Everywhere you look, Amazon has been in the news this summer.

Graham Ruddick

The online retailer has signed up the old Top Gear team, introduced a one-hour delivery service in London and Birmingham and been criticised for the high-pressure working environment in its offices.

On top of that, Amazon is close to launching its grocery service Amazon Fresh in London. Speculation about the launch intensified when it emerged the company has agreed to lease new warehouses in Weybridge, close to the M25, and in Leicestershire, perfect for the launch of a national food delivery service.

Amazon has stayed typically tight-lipped about how it will use these warehouses. But make no mistake, Amazon Fresh is on the way. The retailer has made presentations to major food manufacturers in Britain and businesses helping Amazon with its plans have been forced to sign non-disclosure agreements.
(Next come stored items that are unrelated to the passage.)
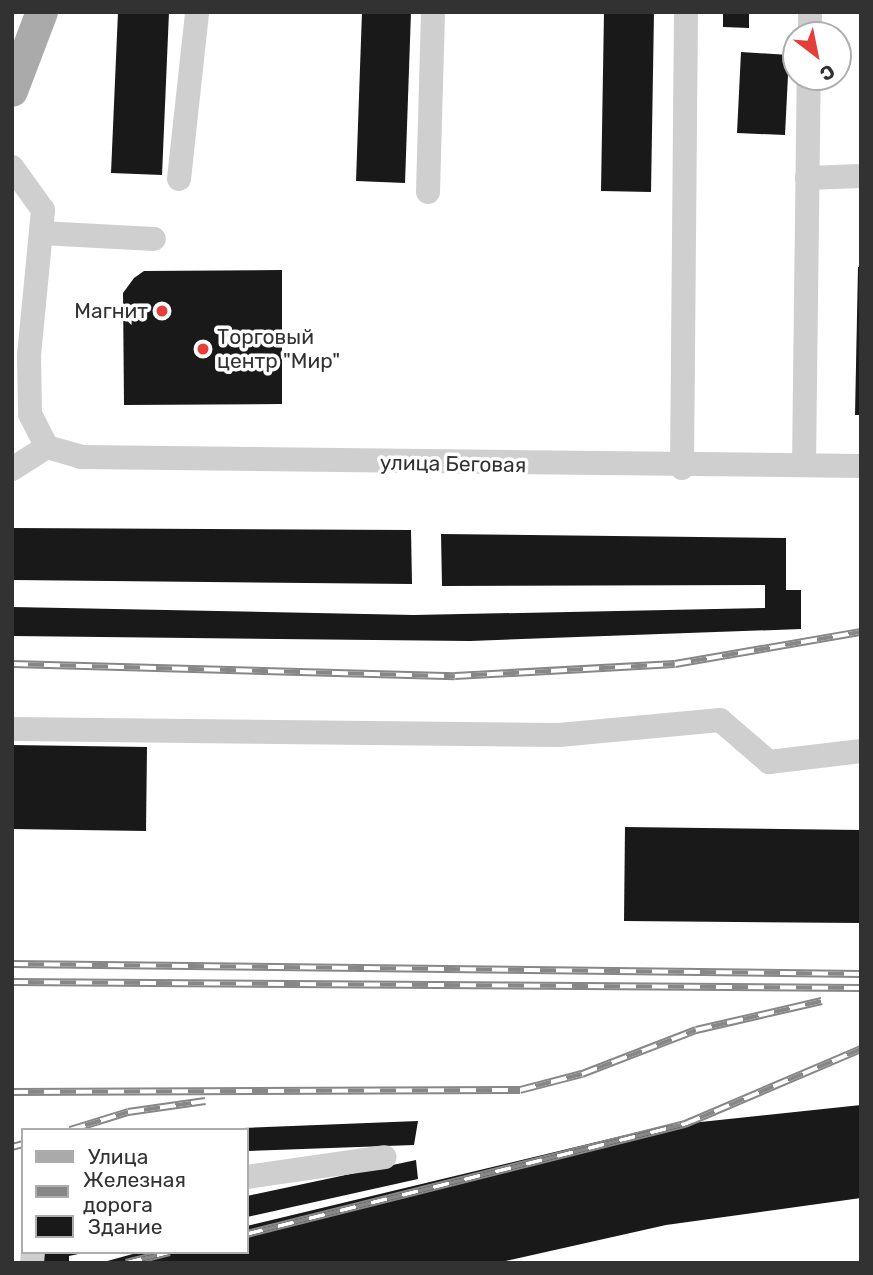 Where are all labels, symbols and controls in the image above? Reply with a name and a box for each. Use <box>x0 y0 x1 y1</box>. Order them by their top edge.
north arrow <box>782 21 852 91</box>
text: С <box>816 59 839 86</box>
place label: Магнит <box>74 298 148 324</box>
marker: Магнит <box>154 303 170 319</box>
place label: Торговый центр "Мир" <box>217 324 340 374</box>
marker: Торговый центр "Мир" <box>195 341 211 357</box>
street label: улица Беговая <box>380 450 526 478</box>
legend <box>21 1128 248 1254</box>
text: Улица <box>88 1144 148 1169</box>
text: Железная дорога <box>83 1167 186 1217</box>
text: Здание <box>88 1214 163 1239</box> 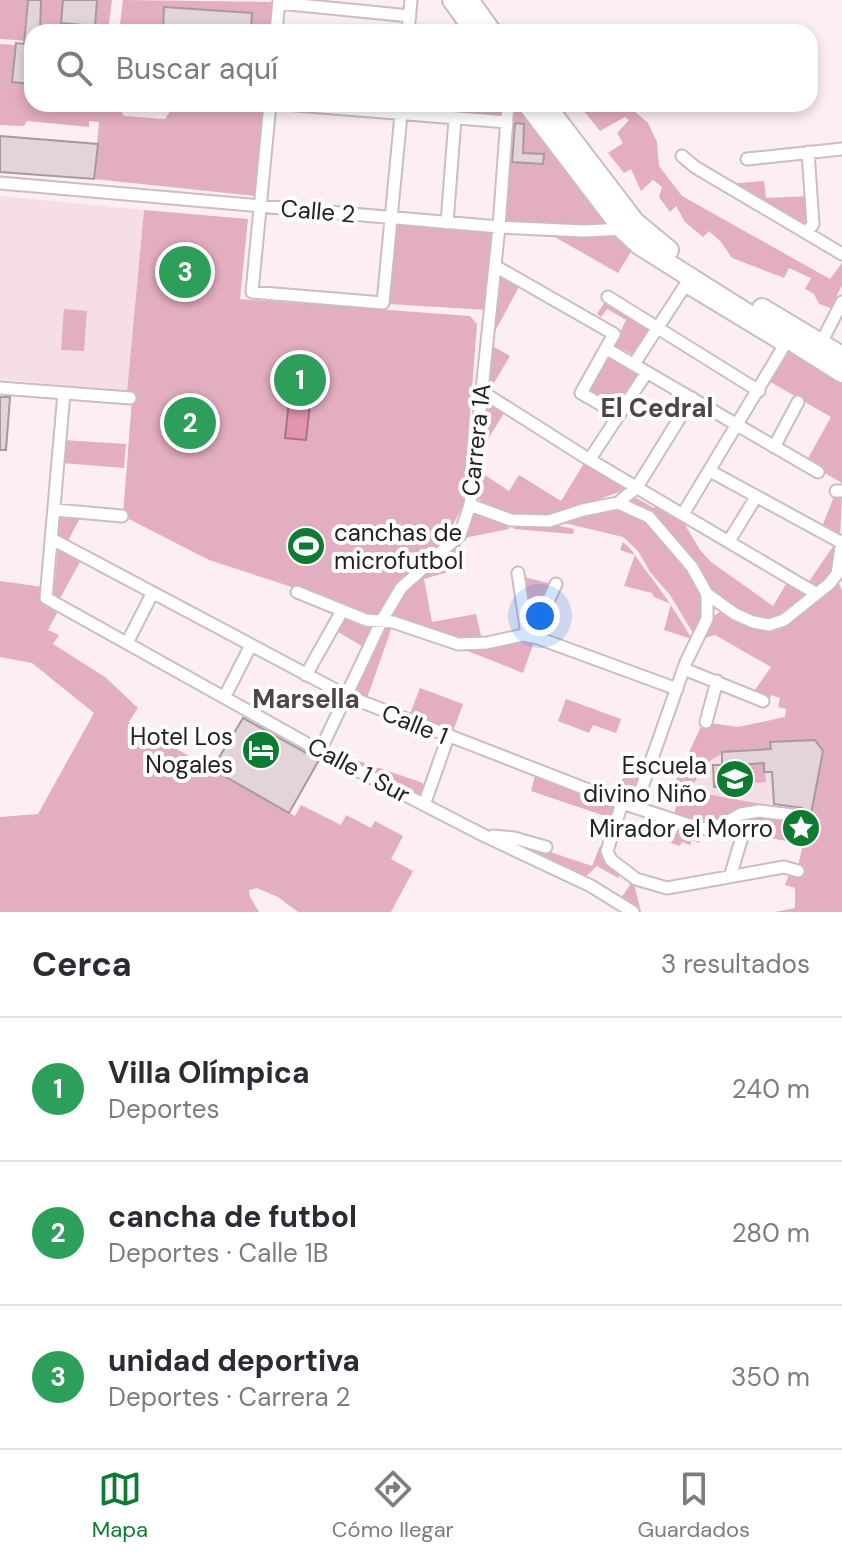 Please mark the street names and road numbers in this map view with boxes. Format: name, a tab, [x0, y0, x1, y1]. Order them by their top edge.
street label: Calle 2	[279, 192, 357, 230]
street label: Carrera 1A	[455, 382, 497, 498]
street label: Calle 1	[377, 697, 453, 751]
street label: Calle 1 Sur	[303, 730, 416, 810] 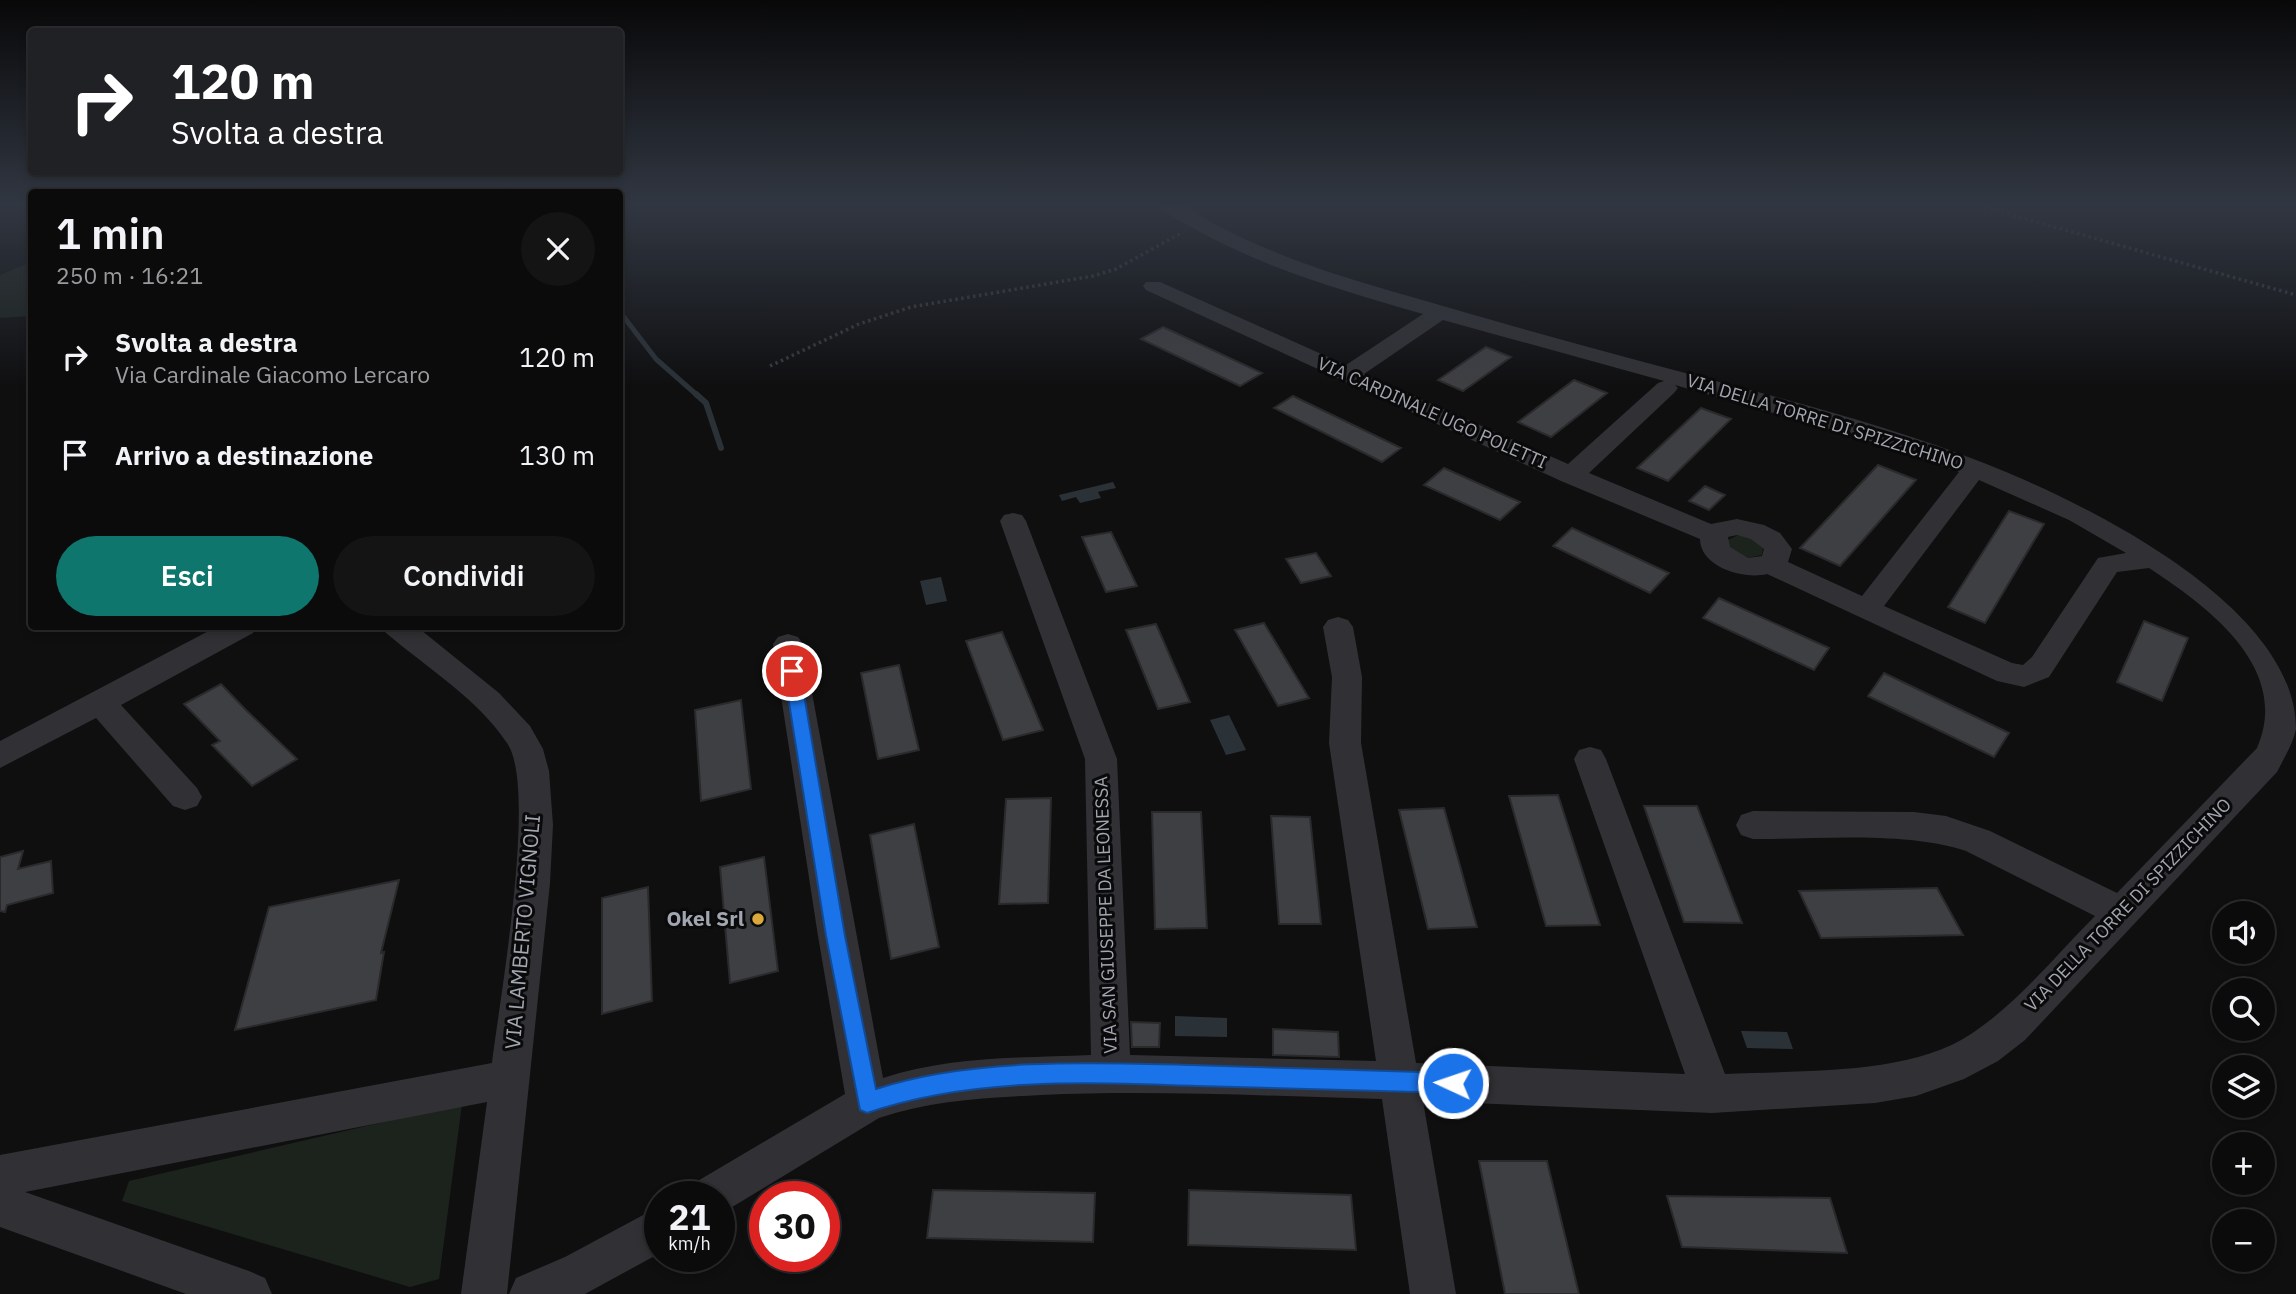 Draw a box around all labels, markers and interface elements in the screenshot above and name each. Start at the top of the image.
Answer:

None of the above is good news for Britain’s retailers. It underlines the ambition of Amazon, and demonstrates that its bid to shake up how we buy products has only just started.

Amazon Fresh promises to revolutionise how households shop for groceries. In California, It allows shoppers to buy food from their local bakeries online and automatically orders new toothpaste the moment existing supplies run out.

The company does not enter the new segment lightly, so Amazon will be aggressive in trying to claim market share.

For UK supermarkets, the inevitable arrival of Amazon has been feared since the company began selling food in a suburb of Seattle in 2007.

Tesco, Asda, Sainsbury’s and Morrisons are already under pressure from changing shopping habits and the rise of the discounters, so a new competitor is hardly welcome, let alone one valued at $250bn (£160bn). Partly due to the threat of Amazon, Tesco’s share price is heading back below 200p, a level not seen since boss Dave Lewis unveiled his turnaround plan in January.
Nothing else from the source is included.